In pursuance of the promises of the Viceroy, the provisions were begun to be sent on board the day after the audience, and four days after the Commodore embarked at Canton for the Centurion, and on the 7th of December the Centurion and her prize unmoored and stood down the river, passing through the Bocca Tigris on the 10th. And on this occasion I must observe that the Chinese had taken care to man the two forts on each side of that passage with as many men as they could well contain, the greatest part of them armed with pikes and matchlock muskets. These garrisons affected to show themselves as much as possible to the ships, and were doubtless intended to induce Mr. Anson to think more reverently than he had hitherto done of the Chinese military power. For this purpose they were equipped with much parade, having a great number of colours exposed to view, and on the castle in particular there were laid considerable heaps of large stones, and a soldier of unusual size, dressed in very sightly armour, stalked about on the parapet with a battleaxe in his hand endeavouring to put on as important and martial an air as possible, though some of the observers on board the Centurion shrewdly suspected, from the appearance of his armour, that instead of steel, it was composed only of a particular kind of glittering paper.
The Commodore, on the 12th of December, anchored before the town of Macao. Whilst the ships lay here the merchants of Macao finished their agreement for the galleon, for which they had offered 6,000 dollars; this was much short of her value, but the impatience of the Commodore to get to sea, to which the merchants were no strangers, prompted them to insist on so unequal a bargain. Mr. Anson had learnt enough from the English at Canton to conjecture that the war betwixt Great Britain and Spain was still continued, and that probably the French might engage in the assistance of Spain before he could arrive in Great Britain; and therefore, knowing that no intelligence could get to Europe of the prize he had taken, and the treasure he had on board, till the return of the merchantmen from Canton, he was resolved to make all possible expedition in getting back, that he might be himself the first messenger of his own good fortune, and might thereby prevent the enemy from forming any projects to intercept him. For these reasons he, to avoid all delay, accepted the sum offered for the galleon, and she being delivered to the merchants, the 15th of December 1743, the Centurion the same day got under sail on her return to England. And on the 3rd of January she came to an anchor at Prince's Island, in the Straits of Sunda, and continued there wooding and watering till the 8th, when she weighed and stood for the Cape of Good Hope, where on the 11th of March she anchored in Table Bay.

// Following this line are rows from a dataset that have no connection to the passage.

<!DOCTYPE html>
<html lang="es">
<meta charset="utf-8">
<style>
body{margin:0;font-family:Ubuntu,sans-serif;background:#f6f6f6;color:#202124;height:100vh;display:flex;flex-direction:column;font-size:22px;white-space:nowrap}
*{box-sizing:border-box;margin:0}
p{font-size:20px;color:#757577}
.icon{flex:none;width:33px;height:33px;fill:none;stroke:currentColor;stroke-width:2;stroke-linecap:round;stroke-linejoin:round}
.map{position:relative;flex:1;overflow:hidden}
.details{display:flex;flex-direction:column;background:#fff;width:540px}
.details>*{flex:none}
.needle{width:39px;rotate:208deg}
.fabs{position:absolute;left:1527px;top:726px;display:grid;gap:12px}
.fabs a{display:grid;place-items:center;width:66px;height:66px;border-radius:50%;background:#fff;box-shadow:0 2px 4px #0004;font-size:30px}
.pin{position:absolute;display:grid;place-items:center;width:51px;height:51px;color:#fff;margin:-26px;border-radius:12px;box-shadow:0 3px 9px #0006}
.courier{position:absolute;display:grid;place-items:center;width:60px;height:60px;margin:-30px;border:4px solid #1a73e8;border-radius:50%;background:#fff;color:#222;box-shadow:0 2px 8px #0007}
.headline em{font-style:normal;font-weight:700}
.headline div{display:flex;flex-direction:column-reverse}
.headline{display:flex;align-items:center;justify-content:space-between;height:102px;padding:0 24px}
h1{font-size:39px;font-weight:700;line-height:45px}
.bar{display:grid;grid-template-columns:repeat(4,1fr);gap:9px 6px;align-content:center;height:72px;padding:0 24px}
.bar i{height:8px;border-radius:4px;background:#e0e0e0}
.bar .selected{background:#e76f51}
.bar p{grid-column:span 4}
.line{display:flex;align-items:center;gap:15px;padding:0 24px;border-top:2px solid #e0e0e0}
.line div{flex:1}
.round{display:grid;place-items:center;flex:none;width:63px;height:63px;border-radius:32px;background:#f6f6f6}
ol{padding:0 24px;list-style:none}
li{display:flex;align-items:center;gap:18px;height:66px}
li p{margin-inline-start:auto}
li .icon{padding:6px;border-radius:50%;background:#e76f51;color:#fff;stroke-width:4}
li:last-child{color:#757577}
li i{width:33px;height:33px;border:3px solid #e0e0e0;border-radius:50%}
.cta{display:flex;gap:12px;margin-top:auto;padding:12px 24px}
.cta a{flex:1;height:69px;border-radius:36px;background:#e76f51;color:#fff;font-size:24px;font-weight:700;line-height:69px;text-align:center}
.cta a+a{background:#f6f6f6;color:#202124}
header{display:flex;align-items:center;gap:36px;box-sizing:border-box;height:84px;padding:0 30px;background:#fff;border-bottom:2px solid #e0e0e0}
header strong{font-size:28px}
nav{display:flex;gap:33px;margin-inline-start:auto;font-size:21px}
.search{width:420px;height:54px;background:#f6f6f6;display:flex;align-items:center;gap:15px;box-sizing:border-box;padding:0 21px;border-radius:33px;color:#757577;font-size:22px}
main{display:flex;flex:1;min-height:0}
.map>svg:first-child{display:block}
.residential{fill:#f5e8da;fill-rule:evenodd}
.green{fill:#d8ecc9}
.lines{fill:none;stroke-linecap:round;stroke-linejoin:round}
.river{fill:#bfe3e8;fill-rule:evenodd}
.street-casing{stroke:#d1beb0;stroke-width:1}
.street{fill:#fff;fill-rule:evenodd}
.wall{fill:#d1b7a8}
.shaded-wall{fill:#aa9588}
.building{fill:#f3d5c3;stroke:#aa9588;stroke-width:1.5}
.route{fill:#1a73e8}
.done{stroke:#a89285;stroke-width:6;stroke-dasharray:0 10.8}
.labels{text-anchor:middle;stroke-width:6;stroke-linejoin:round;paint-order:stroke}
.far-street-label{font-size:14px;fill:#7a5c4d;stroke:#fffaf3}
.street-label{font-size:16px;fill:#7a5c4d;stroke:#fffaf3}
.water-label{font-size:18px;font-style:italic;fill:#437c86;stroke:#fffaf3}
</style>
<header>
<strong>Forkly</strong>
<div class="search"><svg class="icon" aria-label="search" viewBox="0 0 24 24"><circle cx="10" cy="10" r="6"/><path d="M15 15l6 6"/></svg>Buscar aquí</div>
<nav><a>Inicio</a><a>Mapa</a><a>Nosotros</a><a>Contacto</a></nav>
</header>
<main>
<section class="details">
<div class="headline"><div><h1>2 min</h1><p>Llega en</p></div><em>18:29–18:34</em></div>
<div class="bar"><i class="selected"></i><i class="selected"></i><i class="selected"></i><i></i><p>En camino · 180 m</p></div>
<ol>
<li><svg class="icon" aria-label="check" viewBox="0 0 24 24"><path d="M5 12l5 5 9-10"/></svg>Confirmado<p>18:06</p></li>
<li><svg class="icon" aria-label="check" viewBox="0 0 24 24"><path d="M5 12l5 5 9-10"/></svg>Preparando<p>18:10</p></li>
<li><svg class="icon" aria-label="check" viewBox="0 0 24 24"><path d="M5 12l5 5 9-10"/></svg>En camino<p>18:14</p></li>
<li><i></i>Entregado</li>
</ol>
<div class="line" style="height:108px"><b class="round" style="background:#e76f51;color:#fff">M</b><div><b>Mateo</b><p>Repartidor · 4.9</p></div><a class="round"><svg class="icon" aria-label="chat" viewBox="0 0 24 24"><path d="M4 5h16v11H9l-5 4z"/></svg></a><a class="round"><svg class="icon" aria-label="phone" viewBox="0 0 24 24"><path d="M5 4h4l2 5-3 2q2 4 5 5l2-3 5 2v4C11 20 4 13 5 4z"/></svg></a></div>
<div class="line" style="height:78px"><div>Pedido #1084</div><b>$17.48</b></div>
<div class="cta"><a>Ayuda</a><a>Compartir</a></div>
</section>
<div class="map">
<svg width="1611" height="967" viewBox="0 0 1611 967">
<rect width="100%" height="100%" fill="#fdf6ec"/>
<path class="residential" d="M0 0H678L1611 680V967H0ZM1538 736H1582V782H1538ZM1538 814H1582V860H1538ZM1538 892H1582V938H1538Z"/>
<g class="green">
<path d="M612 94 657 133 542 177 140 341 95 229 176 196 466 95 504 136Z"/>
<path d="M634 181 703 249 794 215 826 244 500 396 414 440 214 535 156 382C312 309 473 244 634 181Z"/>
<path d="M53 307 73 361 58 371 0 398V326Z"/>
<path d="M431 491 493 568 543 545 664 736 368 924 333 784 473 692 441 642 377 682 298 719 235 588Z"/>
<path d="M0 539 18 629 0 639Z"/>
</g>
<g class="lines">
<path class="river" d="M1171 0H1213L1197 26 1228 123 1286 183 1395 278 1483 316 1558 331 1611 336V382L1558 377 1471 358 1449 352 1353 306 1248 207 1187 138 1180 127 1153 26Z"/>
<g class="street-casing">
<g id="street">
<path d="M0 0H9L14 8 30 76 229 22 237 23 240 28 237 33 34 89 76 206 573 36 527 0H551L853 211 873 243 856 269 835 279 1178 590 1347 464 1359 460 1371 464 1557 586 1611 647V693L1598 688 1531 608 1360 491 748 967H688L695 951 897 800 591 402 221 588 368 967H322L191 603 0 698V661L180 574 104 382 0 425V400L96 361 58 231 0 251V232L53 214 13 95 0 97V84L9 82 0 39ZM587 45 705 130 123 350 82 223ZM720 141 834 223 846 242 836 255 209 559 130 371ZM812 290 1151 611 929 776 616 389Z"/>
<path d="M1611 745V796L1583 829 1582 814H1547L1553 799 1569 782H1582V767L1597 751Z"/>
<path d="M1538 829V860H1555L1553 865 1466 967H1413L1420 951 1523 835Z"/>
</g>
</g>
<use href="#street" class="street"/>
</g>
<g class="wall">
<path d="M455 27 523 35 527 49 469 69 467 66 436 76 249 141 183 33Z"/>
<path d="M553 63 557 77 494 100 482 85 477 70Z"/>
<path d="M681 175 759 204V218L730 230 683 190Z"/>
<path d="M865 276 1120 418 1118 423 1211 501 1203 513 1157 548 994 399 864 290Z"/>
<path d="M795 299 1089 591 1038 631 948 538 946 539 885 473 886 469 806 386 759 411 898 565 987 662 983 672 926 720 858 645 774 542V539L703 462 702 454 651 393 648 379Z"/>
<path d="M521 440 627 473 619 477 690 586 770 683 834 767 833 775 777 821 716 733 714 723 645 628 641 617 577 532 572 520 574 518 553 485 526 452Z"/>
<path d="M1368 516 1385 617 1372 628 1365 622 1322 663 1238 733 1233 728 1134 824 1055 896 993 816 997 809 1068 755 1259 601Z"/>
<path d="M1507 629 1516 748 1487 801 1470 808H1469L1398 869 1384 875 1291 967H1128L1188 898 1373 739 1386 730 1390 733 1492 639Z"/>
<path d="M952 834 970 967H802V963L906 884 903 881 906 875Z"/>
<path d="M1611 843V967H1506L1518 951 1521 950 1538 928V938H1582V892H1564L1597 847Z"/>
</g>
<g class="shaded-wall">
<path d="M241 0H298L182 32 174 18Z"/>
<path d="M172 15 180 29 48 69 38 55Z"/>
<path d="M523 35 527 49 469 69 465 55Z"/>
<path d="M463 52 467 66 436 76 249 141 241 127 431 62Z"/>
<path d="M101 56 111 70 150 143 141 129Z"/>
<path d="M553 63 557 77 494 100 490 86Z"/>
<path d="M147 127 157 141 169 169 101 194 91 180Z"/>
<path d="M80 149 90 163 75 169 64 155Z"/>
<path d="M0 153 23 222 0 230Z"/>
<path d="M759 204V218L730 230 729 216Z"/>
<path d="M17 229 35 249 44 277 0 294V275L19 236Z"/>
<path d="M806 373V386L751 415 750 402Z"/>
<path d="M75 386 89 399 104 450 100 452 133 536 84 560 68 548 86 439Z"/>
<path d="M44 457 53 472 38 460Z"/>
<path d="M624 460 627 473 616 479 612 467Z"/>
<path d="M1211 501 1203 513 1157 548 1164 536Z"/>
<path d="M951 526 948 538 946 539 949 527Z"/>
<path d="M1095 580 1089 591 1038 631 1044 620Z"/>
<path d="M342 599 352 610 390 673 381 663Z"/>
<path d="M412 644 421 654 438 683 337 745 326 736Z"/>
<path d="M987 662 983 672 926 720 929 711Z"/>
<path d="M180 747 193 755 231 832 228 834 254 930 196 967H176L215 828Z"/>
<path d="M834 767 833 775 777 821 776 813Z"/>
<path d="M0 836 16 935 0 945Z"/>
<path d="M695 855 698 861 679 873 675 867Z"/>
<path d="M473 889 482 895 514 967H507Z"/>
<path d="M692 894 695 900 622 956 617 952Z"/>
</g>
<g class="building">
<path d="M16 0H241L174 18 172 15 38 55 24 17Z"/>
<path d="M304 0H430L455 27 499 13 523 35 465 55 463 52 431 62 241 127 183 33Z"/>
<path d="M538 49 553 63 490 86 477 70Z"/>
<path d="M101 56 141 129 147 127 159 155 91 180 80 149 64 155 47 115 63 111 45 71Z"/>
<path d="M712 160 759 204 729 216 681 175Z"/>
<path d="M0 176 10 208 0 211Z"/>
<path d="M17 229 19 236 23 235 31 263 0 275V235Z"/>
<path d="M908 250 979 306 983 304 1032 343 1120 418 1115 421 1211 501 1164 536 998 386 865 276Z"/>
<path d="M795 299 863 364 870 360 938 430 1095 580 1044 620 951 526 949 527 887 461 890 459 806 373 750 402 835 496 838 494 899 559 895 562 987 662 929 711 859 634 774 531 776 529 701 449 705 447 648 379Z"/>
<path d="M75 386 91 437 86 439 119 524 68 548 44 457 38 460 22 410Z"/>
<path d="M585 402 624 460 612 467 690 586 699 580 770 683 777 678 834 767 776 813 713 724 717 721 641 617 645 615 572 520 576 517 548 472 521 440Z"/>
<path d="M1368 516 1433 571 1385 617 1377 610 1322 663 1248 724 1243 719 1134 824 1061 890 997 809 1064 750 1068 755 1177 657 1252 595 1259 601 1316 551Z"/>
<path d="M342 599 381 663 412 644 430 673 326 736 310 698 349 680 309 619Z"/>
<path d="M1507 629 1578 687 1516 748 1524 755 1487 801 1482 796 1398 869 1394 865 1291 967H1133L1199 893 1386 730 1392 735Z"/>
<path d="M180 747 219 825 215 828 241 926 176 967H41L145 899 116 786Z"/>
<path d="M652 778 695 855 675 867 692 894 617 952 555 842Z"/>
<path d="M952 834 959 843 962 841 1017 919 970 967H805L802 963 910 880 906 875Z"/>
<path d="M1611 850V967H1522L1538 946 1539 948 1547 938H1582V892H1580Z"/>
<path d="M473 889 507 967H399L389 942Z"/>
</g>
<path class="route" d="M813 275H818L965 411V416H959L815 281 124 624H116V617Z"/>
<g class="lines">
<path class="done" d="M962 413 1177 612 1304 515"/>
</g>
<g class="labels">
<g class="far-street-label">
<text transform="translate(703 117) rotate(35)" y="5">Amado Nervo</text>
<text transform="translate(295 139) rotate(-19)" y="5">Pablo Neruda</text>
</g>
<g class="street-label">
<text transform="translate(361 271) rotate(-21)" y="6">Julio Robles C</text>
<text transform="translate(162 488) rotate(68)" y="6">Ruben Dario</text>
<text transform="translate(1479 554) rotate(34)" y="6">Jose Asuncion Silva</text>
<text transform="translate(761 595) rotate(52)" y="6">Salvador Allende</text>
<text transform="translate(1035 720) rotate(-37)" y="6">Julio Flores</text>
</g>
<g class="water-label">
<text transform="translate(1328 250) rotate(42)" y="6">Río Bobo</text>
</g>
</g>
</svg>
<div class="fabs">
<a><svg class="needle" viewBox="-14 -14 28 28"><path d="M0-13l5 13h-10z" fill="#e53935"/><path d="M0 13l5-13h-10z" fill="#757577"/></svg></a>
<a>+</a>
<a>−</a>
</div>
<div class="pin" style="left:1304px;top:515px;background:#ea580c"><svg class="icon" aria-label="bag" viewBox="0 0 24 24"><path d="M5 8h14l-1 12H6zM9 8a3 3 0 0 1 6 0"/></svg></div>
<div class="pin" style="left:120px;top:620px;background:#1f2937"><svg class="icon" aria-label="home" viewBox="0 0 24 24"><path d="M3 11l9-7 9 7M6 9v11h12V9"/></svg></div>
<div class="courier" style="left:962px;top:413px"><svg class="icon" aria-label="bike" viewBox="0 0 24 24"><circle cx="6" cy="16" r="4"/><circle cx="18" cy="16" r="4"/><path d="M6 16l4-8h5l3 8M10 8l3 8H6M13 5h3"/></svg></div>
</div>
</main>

Here the Commodore continued till the beginning of April, highly delighted with the place, which by its extraordinary accommodations, the healthiness of its air, and the picturesque appearance of the country, all enlivened by the addition of a civilised colony, was not disgraced in an imaginary comparison with the valleys of Juan Fernandez and the lawns of Tinian. During his stay he entered about forty new men, and having by the 3rd of April, 1744, completed his water and provision, he on that day weighed and put to sea. The 19th of the same month they saw the island of St. Helena, which, however, they did not touch at, but stood on their way; and on the 10th of June, being then in soundings, they spoke with an English ship from Amsterdam bound for Philadelphia, whence they received the first intelligence of a French war. The 12th they got sight of the Lizard, and the 15th, in the evening, to their infinite joy, they came safe to an anchor at Spithead. But that the signal perils which had so often threatened them in the preceding part of the enterprise might pursue them to the very last, Mr. Anson learned on his arrival that there was a French fleet of considerable force cruising in the chops of the Channel, which, by the account of their position, he found the Centurion had run through and had been all the time concealed by a fog. Thus was this expedition finished, when it had lasted three years and nine months, after having, by its event, strongly evinced this important truth: That though prudence, intrepidity, and perseverance united are not exempted from the blows of adverse fortune, yet in a long series of transactions they usually rise superior to its power, and in the end rarely fail of proving successful.
GLOSSARY
Anchors:
Bower anchors (the best bower and the small bower). The anchors carried at the bows of a vessel.
The sheet anchor (= shoot anchor). An anchor to be shot out or lowered in case of a great danger, carried abaft the forerigging; formerly the largest anchor.
Bag-wig. See Wig.
Barge. See Boats.
Bilging. To bilge = to be stove in, or suffer serious injury in the bilge, which is the bottom part of a ship's hull.